Required work: To complete the exercise, repeat every record exactly as it stands.

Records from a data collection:
--- --- ---
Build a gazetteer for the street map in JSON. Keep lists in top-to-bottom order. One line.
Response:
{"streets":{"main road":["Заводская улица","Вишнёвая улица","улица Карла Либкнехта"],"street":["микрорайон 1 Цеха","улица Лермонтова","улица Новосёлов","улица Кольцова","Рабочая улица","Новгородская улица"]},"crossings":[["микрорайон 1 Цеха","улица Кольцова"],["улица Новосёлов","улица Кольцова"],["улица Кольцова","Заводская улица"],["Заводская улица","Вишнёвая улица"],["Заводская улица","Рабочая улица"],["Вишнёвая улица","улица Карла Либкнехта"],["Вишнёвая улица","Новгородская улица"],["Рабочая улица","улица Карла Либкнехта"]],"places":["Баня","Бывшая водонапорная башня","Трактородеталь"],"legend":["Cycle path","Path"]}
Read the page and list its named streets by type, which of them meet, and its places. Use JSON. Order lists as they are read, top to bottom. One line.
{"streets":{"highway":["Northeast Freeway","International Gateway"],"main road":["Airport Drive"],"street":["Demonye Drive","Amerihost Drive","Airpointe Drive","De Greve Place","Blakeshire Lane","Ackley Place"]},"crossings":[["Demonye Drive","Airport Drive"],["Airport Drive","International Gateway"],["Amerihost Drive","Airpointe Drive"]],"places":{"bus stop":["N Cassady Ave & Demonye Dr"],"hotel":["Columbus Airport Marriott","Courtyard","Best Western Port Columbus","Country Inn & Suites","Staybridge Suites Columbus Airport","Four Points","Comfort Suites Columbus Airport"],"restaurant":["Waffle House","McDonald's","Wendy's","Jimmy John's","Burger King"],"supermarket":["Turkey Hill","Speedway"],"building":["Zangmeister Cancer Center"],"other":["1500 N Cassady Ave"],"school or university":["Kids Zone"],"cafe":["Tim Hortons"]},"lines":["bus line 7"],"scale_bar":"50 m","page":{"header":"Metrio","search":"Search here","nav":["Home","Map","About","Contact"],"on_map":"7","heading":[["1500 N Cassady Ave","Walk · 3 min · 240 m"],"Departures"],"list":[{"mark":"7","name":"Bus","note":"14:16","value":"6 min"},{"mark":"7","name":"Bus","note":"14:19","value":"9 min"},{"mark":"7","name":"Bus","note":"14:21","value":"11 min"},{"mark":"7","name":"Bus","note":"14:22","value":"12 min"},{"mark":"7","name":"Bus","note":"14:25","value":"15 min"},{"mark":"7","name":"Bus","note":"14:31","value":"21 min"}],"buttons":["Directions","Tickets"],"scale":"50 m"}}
--- --- ---
Completed exercise:
Build a gazetteer for the street map in JSON. Keep lists in top-to-bottom order. One line.
Response:
{"streets":{"main road":["Заводская улица","Вишнёвая улица","улица Карла Либкнехта"],"street":["микрорайон 1 Цеха","улица Лермонтова","улица Новосёлов","улица Кольцова","Рабочая улица","Новгородская улица"]},"crossings":[["микрорайон 1 Цеха","улица Кольцова"],["улица Новосёлов","улица Кольцова"],["улица Кольцова","Заводская улица"],["Заводская улица","Вишнёвая улица"],["Заводская улица","Рабочая улица"],["Вишнёвая улица","улица Карла Либкнехта"],["Вишнёвая улица","Новгородская улица"],["Рабочая улица","улица Карла Либкнехта"]],"places":["Баня","Бывшая водонапорная башня","Трактородеталь"],"legend":["Cycle path","Path"]}
Read the page and list its named streets by type, which of them meet, and its places. Use JSON. Order lists as they are read, top to bottom. One line.
{"streets":{"highway":["Northeast Freeway","International Gateway"],"main road":["Airport Drive"],"street":["Demonye Drive","Amerihost Drive","Airpointe Drive","De Greve Place","Blakeshire Lane","Ackley Place"]},"crossings":[["Demonye Drive","Airport Drive"],["Airport Drive","International Gateway"],["Amerihost Drive","Airpointe Drive"]],"places":{"bus stop":["N Cassady Ave & Demonye Dr"],"hotel":["Columbus Airport Marriott","Courtyard","Best Western Port Columbus","Country Inn & Suites","Staybridge Suites Columbus Airport","Four Points","Comfort Suites Columbus Airport"],"restaurant":["Waffle House","McDonald's","Wendy's","Jimmy John's","Burger King"],"supermarket":["Turkey Hill","Speedway"],"building":["Zangmeister Cancer Center"],"other":["1500 N Cassady Ave"],"school or university":["Kids Zone"],"cafe":["Tim Hortons"]},"lines":["bus line 7"],"scale_bar":"50 m","page":{"header":"Metrio","search":"Search here","nav":["Home","Map","About","Contact"],"on_map":"7","heading":[["1500 N Cassady Ave","Walk · 3 min · 240 m"],"Departures"],"list":[{"mark":"7","name":"Bus","note":"14:16","value":"6 min"},{"mark":"7","name":"Bus","note":"14:19","value":"9 min"},{"mark":"7","name":"Bus","note":"14:21","value":"11 min"},{"mark":"7","name":"Bus","note":"14:22","value":"12 min"},{"mark":"7","name":"Bus","note":"14:25","value":"15 min"},{"mark":"7","name":"Bus","note":"14:31","value":"21 min"}],"buttons":["Directions","Tickets"],"scale":"50 m"}}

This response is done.